> _Task instructions_:
Once the images are removed, set down everything else in the listing below exactly.

> _Data to examine_:
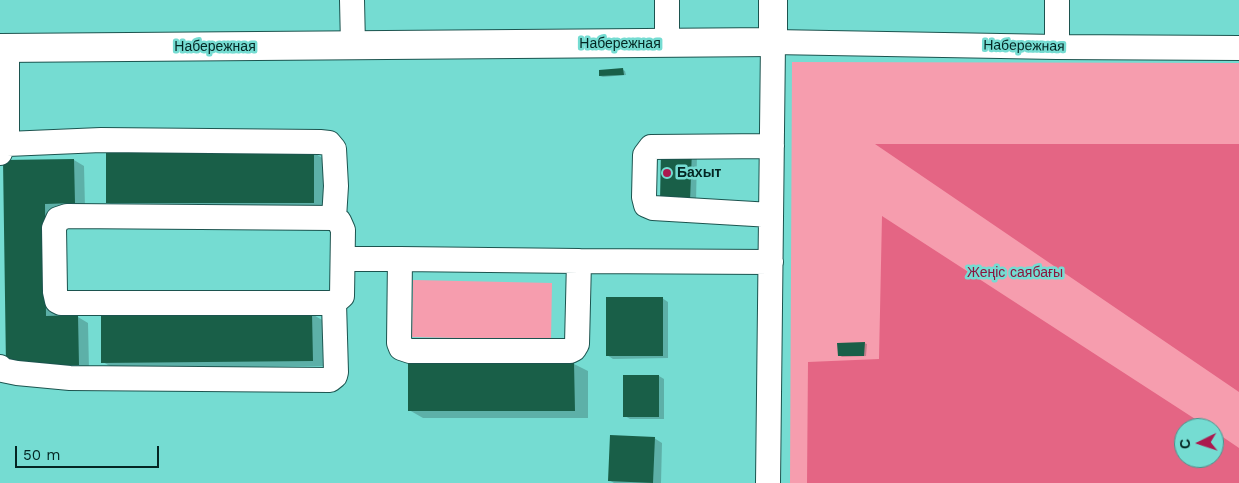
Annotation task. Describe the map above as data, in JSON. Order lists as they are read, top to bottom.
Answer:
{
  "streets": {
    "main road": ["Набережная"]
  },
  "parks": ["Жеңіс саябағы"],
  "places": ["Бахыт"],
  "scale_bar": "50 m",
  "north": "left"
}
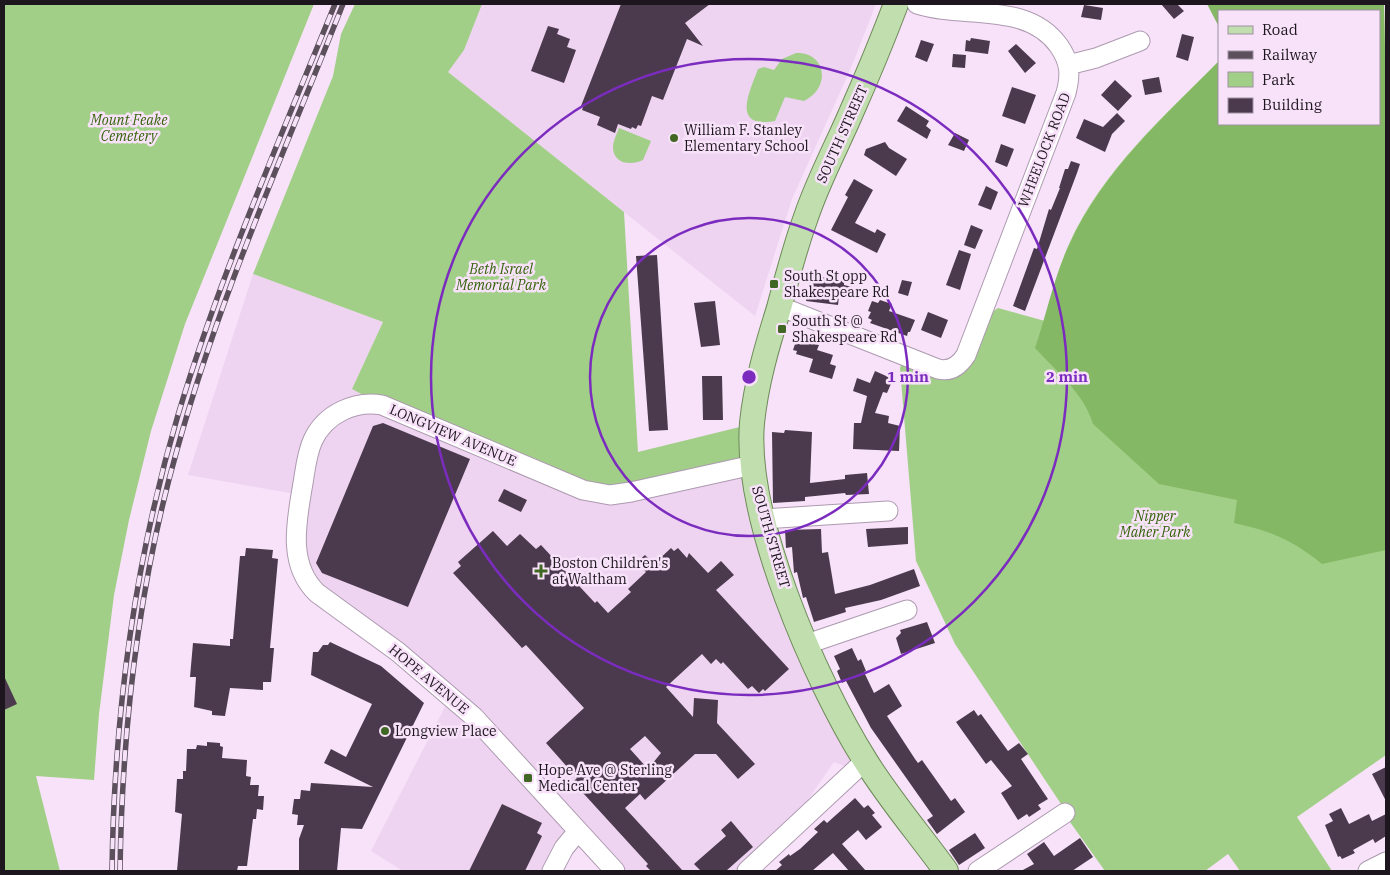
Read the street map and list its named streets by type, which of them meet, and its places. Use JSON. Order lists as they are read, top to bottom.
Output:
{
  "streets": {
    "main road": ["SOUTH STREET"],
    "street": ["WHEELOCK ROAD", "LONGVIEW AVENUE", "HOPE AVENUE"]
  },
  "crossings": [
    ["SOUTH STREET", "WHEELOCK ROAD"],
    ["SOUTH STREET", "LONGVIEW AVENUE"],
    ["LONGVIEW AVENUE", "HOPE AVENUE"]
  ],
  "parks": ["Mount Feake Cemetery", "Beth Israel Memorial Park", "Nipper Maher Park"],
  "places": {
    "other": ["William F. Stanley Elementary School", "Longview Place"],
    "transit": ["South St opp Shakespeare Rd", "South St @ Shakespeare Rd", "Hope Ave @ Sterling Medical Center"],
    "health": ["Boston Children's at Waltham"]
  },
  "legend": [
    "Road",
    "Railway",
    "Park",
    "Building"
  ],
  "rings": ["1 min", "2 min"]
}
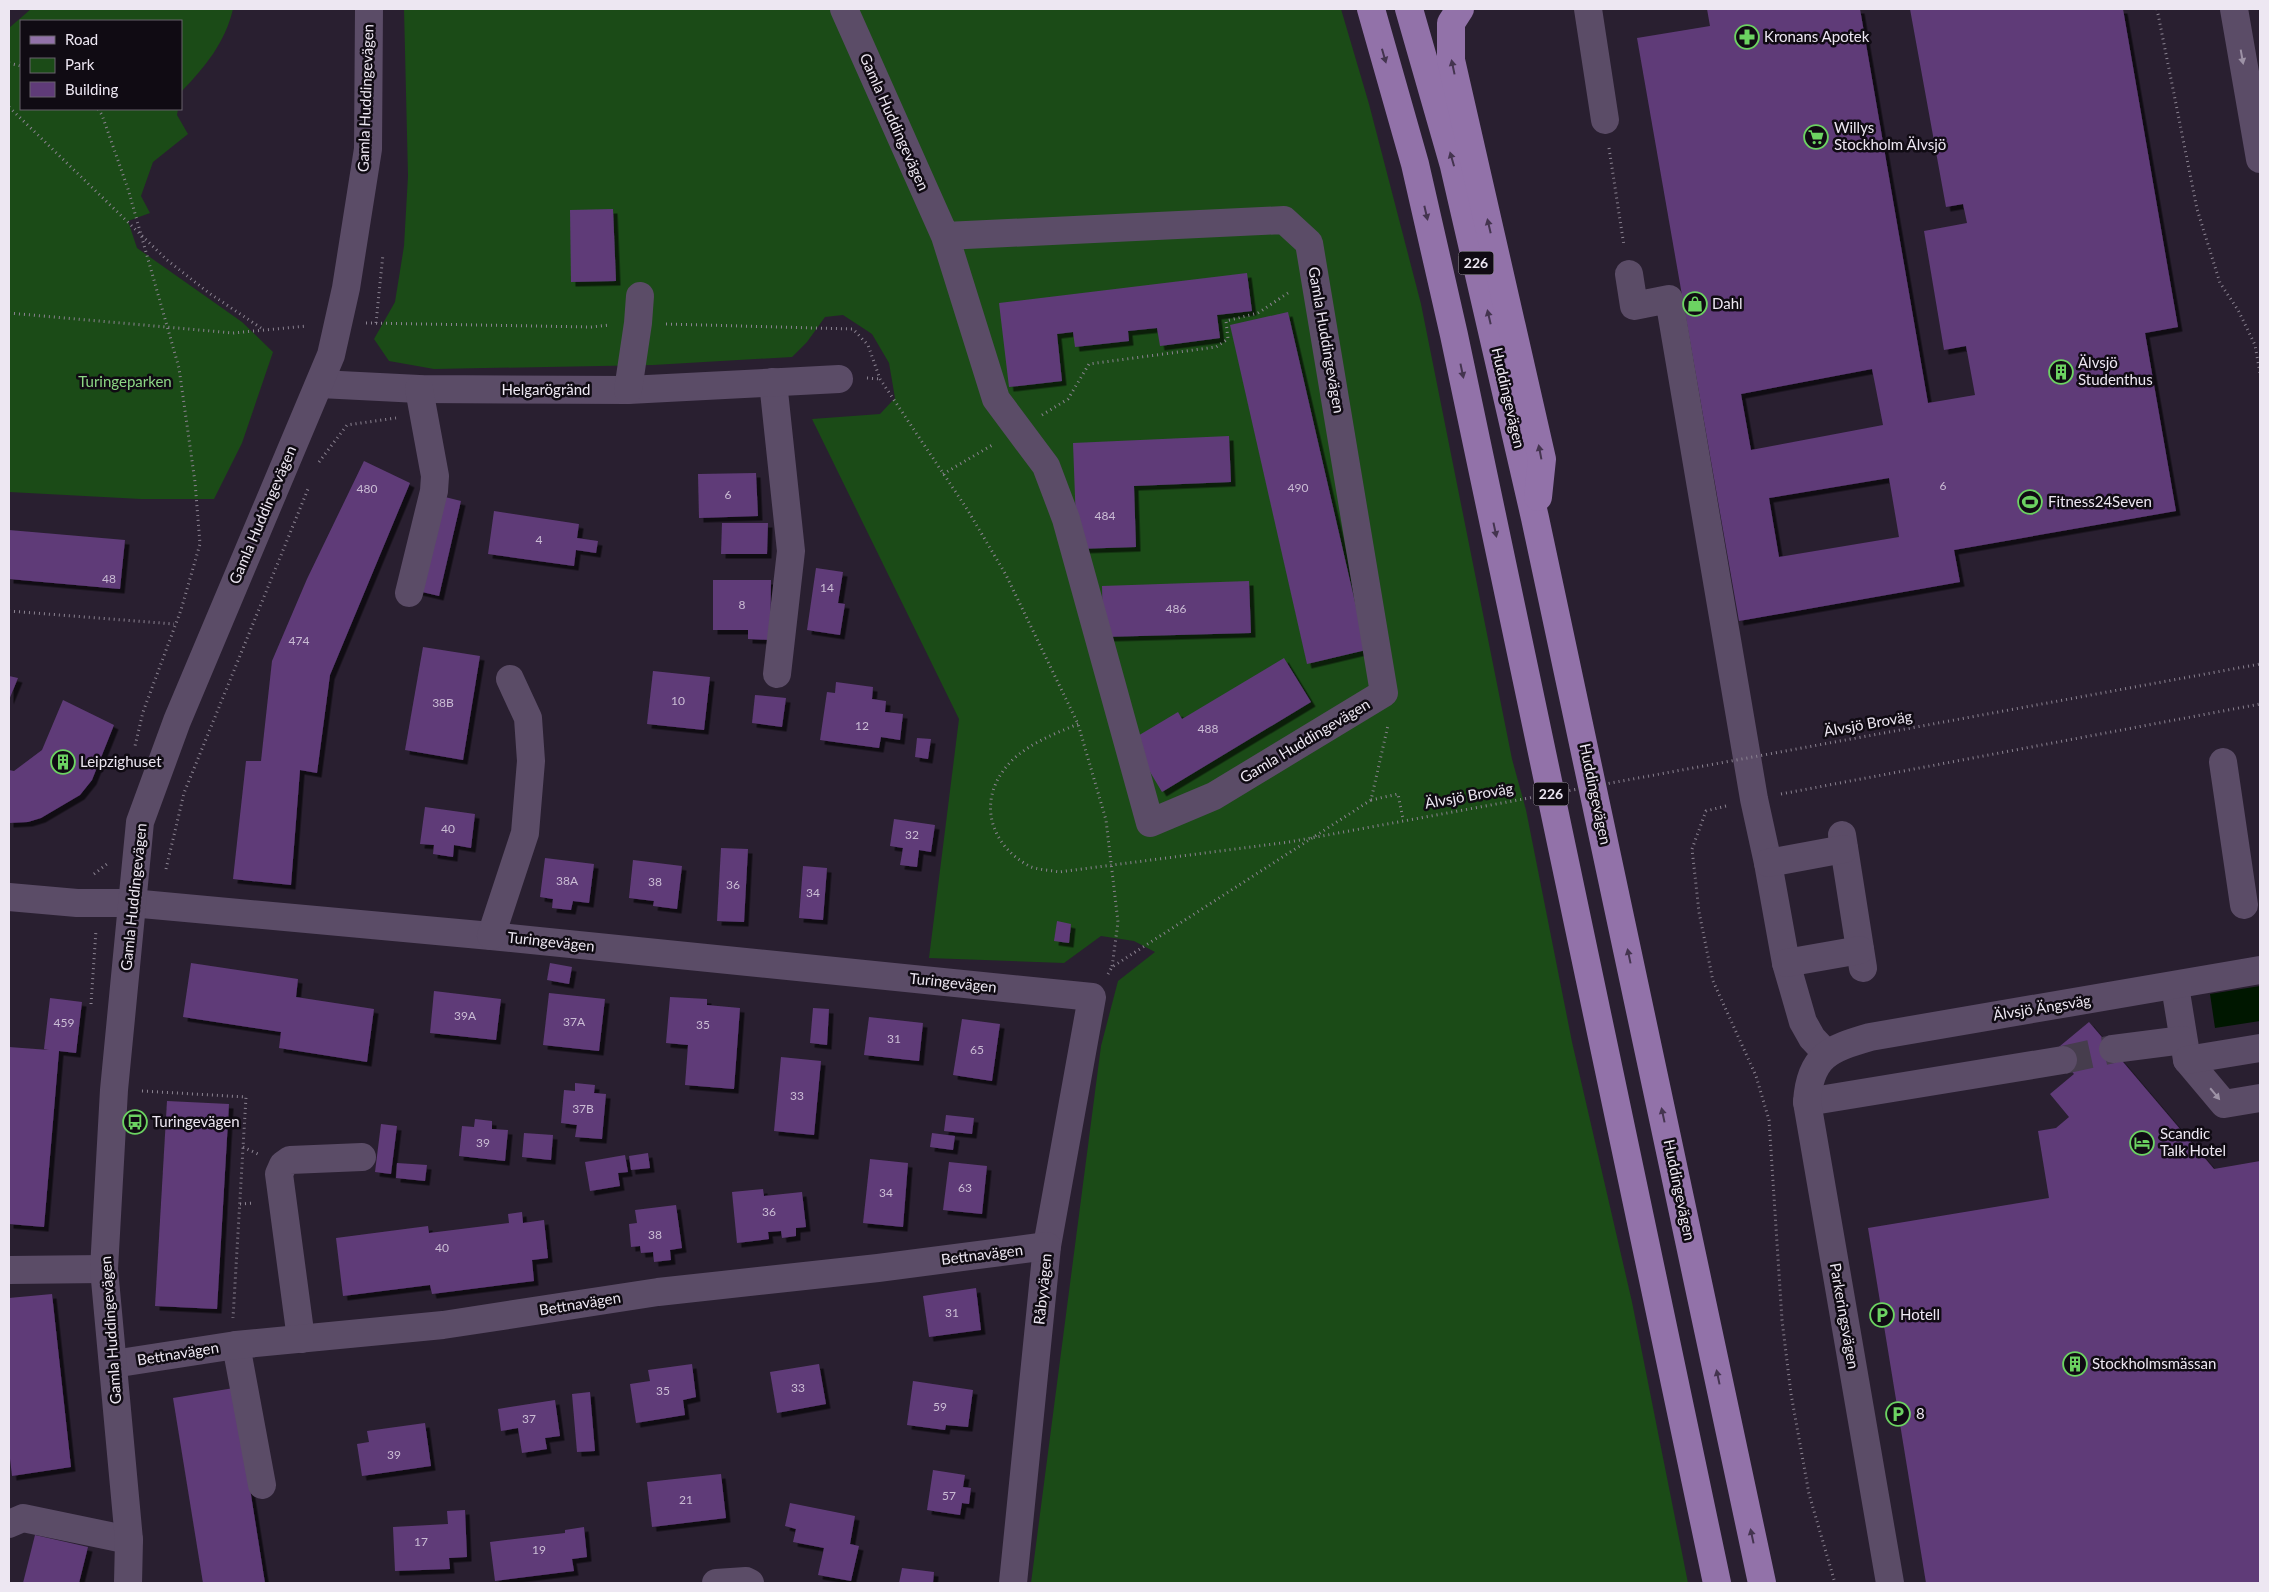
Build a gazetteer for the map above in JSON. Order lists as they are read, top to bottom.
{
  "streets": {
    "main road": ["226", "Huddingevägen"],
    "street": [
      "Gamla Huddingevägen",
      "Helgarögränd",
      "Turingevägen",
      "Älvsjö Ängsväg",
      "Bettnavägen",
      "Råbyvägen",
      "Parkeringsvägen"
    ],
    "path": ["Älvsjö Broväg"]
  },
  "crossings": [
    ["Gamla Huddingevägen", "Helgarögränd"],
    ["Gamla Huddingevägen", "Turingevägen"],
    ["Gamla Huddingevägen", "Bettnavägen"],
    ["Turingevägen", "Råbyvägen"],
    ["Älvsjö Ängsväg", "Parkeringsvägen"],
    ["Bettnavägen", "Råbyvägen"]
  ],
  "parks": ["Turingeparken"],
  "places": {
    "pharmacy": ["Kronans Apotek"],
    "supermarket": ["Willys Stockholm Älvsjö"],
    "shop": ["Dahl"],
    "building": ["Älvsjö Studenthus", "Leipzighuset", "Stockholmsmässan"],
    "sports": ["Fitness24Seven"],
    "bus stop": ["Turingevägen"],
    "hotel": ["Scandic Talk Hotel"],
    "parking": ["Hotell", "8"]
  },
  "house_numbers": [
    "6",
    "490",
    "480",
    "6",
    "484",
    "4",
    "48",
    "14",
    "8",
    "486",
    "474",
    "10",
    "38B",
    "12",
    "488",
    "40",
    "32",
    "38A",
    "38",
    "36",
    "34",
    "39A",
    "37A",
    "459",
    "35",
    "31",
    "65",
    "33",
    "37B",
    "39",
    "63",
    "34",
    "36",
    "38",
    "40",
    "31",
    "33",
    "35",
    "59",
    "37",
    "39",
    "57",
    "21",
    "17",
    "19"
  ],
  "legend": ["Road", "Park", "Building"]
}
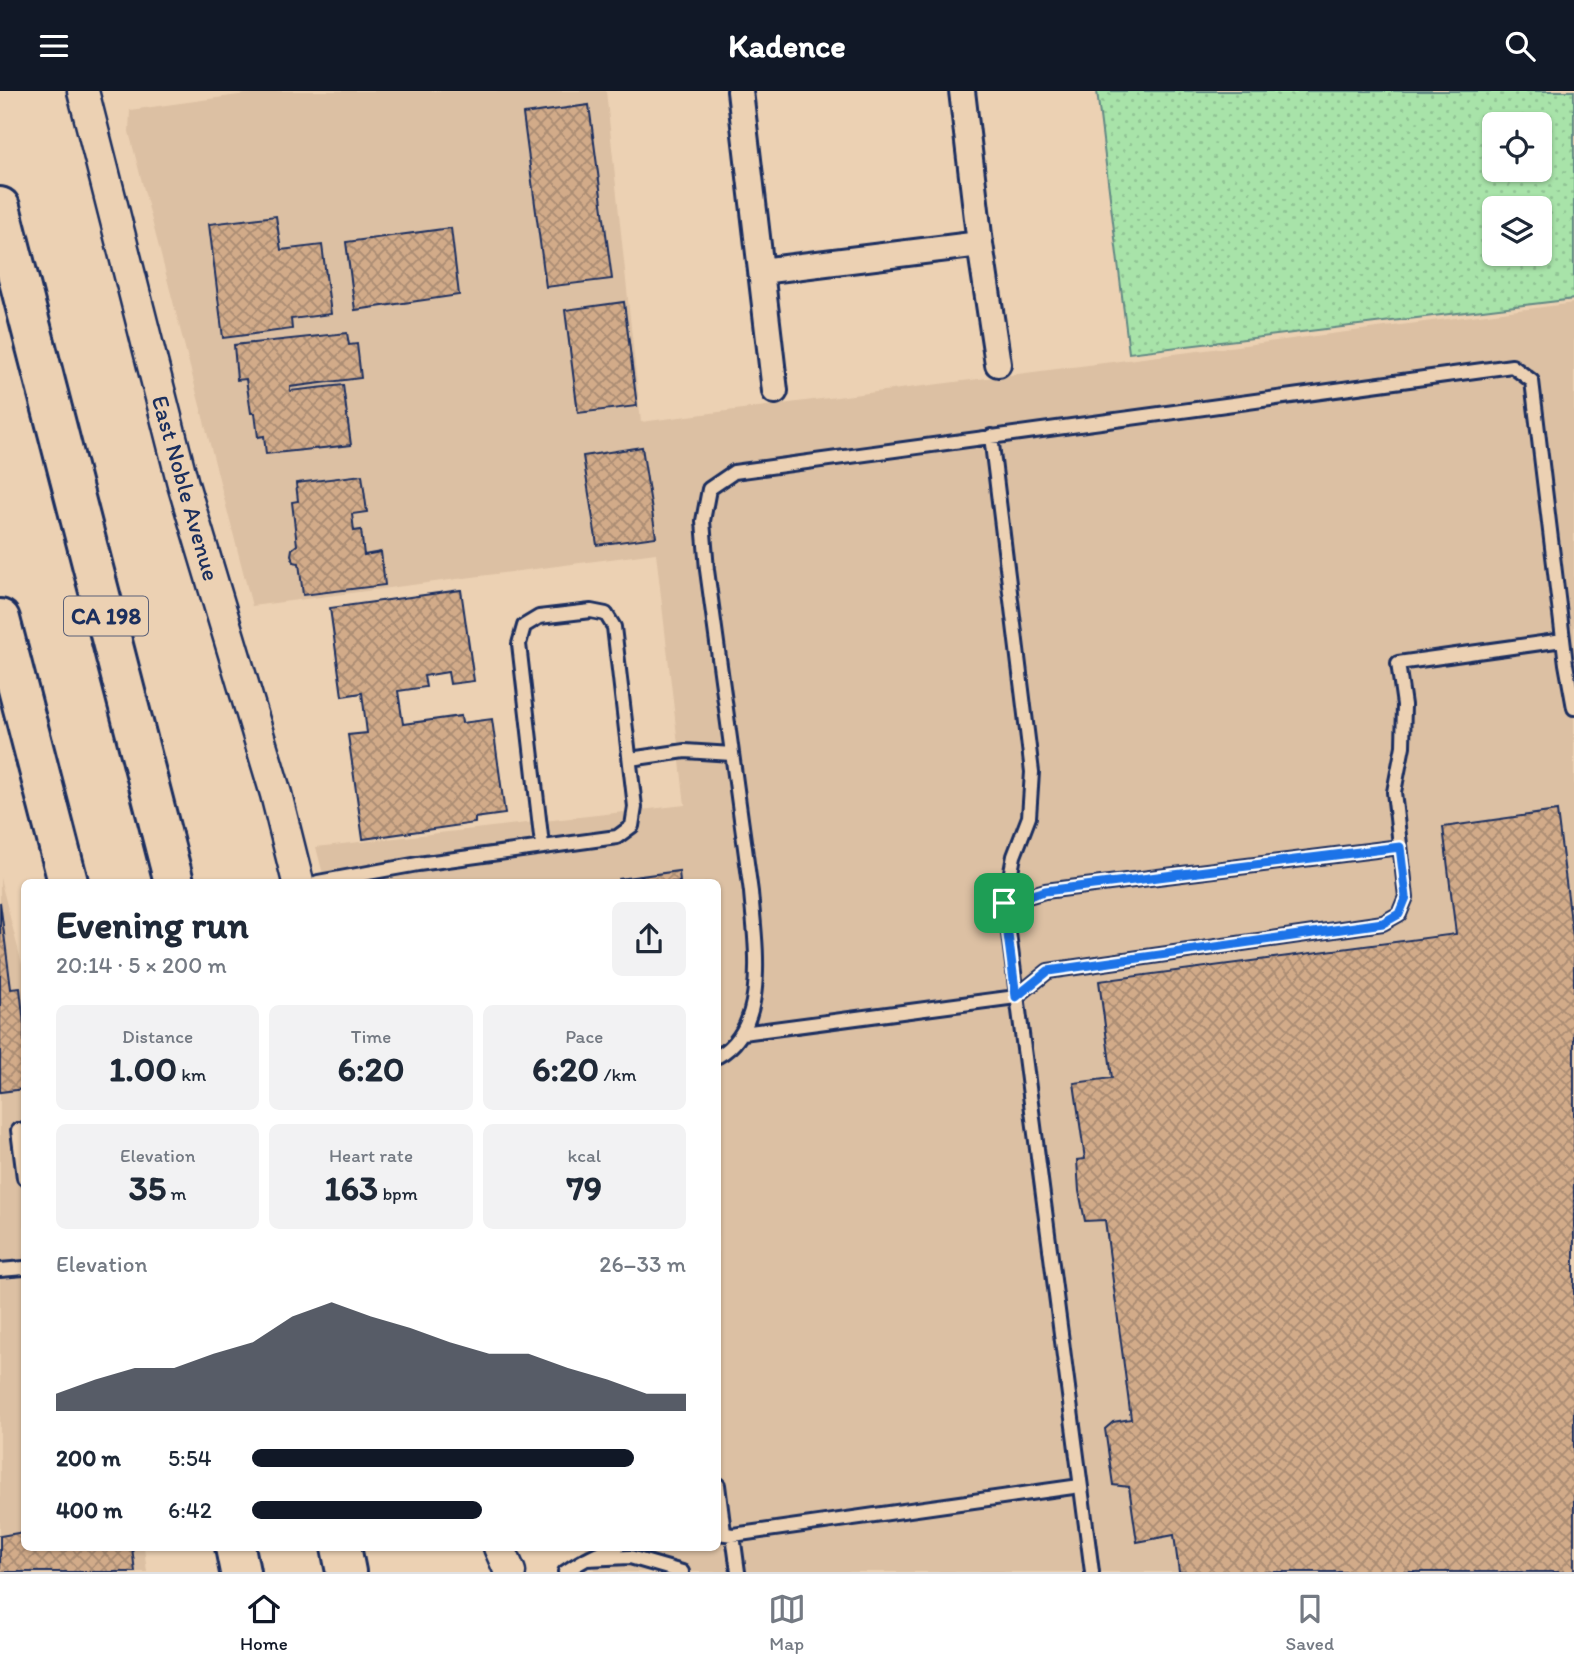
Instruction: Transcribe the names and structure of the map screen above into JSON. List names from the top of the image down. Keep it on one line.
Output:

> _Exercise solution_:
Annotation task. Describe the map above as data, in JSON. Order lists as they are read, top to bottom.
Answer:
{
  "streets": {
    "main road": ["Набережная"]
  },
  "parks": ["Жеңіс саябағы"],
  "places": ["Бахыт"],
  "scale_bar": "50 m",
  "north": "left"
}
Read the street map and list its named streets by type, which of them meet, and its places. Use JSON. Order lists as they are read, top to bottom.
Output:
{
  "streets": {
    "main road": ["SOUTH STREET"],
    "street": ["WHEELOCK ROAD", "LONGVIEW AVENUE", "HOPE AVENUE"]
  },
  "crossings": [
    ["SOUTH STREET", "WHEELOCK ROAD"],
    ["SOUTH STREET", "LONGVIEW AVENUE"],
    ["LONGVIEW AVENUE", "HOPE AVENUE"]
  ],
  "parks": ["Mount Feake Cemetery", "Beth Israel Memorial Park", "Nipper Maher Park"],
  "places": {
    "other": ["William F. Stanley Elementary School", "Longview Place"],
    "transit": ["South St opp Shakespeare Rd", "South St @ Shakespeare Rd", "Hope Ave @ Sterling Medical Center"],
    "health": ["Boston Children's at Waltham"]
  },
  "legend": [
    "Road",
    "Railway",
    "Park",
    "Building"
  ],
  "rings": ["1 min", "2 min"]
}
Build a gazetteer for the map above in JSON. Order lists as they are read, top to bottom.
{
  "streets": {
    "main road": ["226", "Huddingevägen"],
    "street": [
      "Gamla Huddingevägen",
      "Helgarögränd",
      "Turingevägen",
      "Älvsjö Ängsväg",
      "Bettnavägen",
      "Råbyvägen",
      "Parkeringsvägen"
    ],
    "path": ["Älvsjö Broväg"]
  },
  "crossings": [
    ["Gamla Huddingevägen", "Helgarögränd"],
    ["Gamla Huddingevägen", "Turingevägen"],
    ["Gamla Huddingevägen", "Bettnavägen"],
    ["Turingevägen", "Råbyvägen"],
    ["Älvsjö Ängsväg", "Parkeringsvägen"],
    ["Bettnavägen", "Råbyvägen"]
  ],
  "parks": ["Turingeparken"],
  "places": {
    "pharmacy": ["Kronans Apotek"],
    "supermarket": ["Willys Stockholm Älvsjö"],
    "shop": ["Dahl"],
    "building": ["Älvsjö Studenthus", "Leipzighuset", "Stockholmsmässan"],
    "sports": ["Fitness24Seven"],
    "bus stop": ["Turingevägen"],
    "hotel": ["Scandic Talk Hotel"],
    "parking": ["Hotell", "8"]
  },
  "house_numbers": [
    "6",
    "490",
    "480",
    "6",
    "484",
    "4",
    "48",
    "14",
    "8",
    "486",
    "474",
    "10",
    "38B",
    "12",
    "488",
    "40",
    "32",
    "38A",
    "38",
    "36",
    "34",
    "39A",
    "37A",
    "459",
    "35",
    "31",
    "65",
    "33",
    "37B",
    "39",
    "63",
    "34",
    "36",
    "38",
    "40",
    "31",
    "33",
    "35",
    "59",
    "37",
    "39",
    "57",
    "21",
    "17",
    "19"
  ],
  "legend": ["Road", "Park", "Building"]
}
Instruction: Transcribe the names and structure of the map screen above into JSON. List names from the top of the image down. Keep it on one line.
Output:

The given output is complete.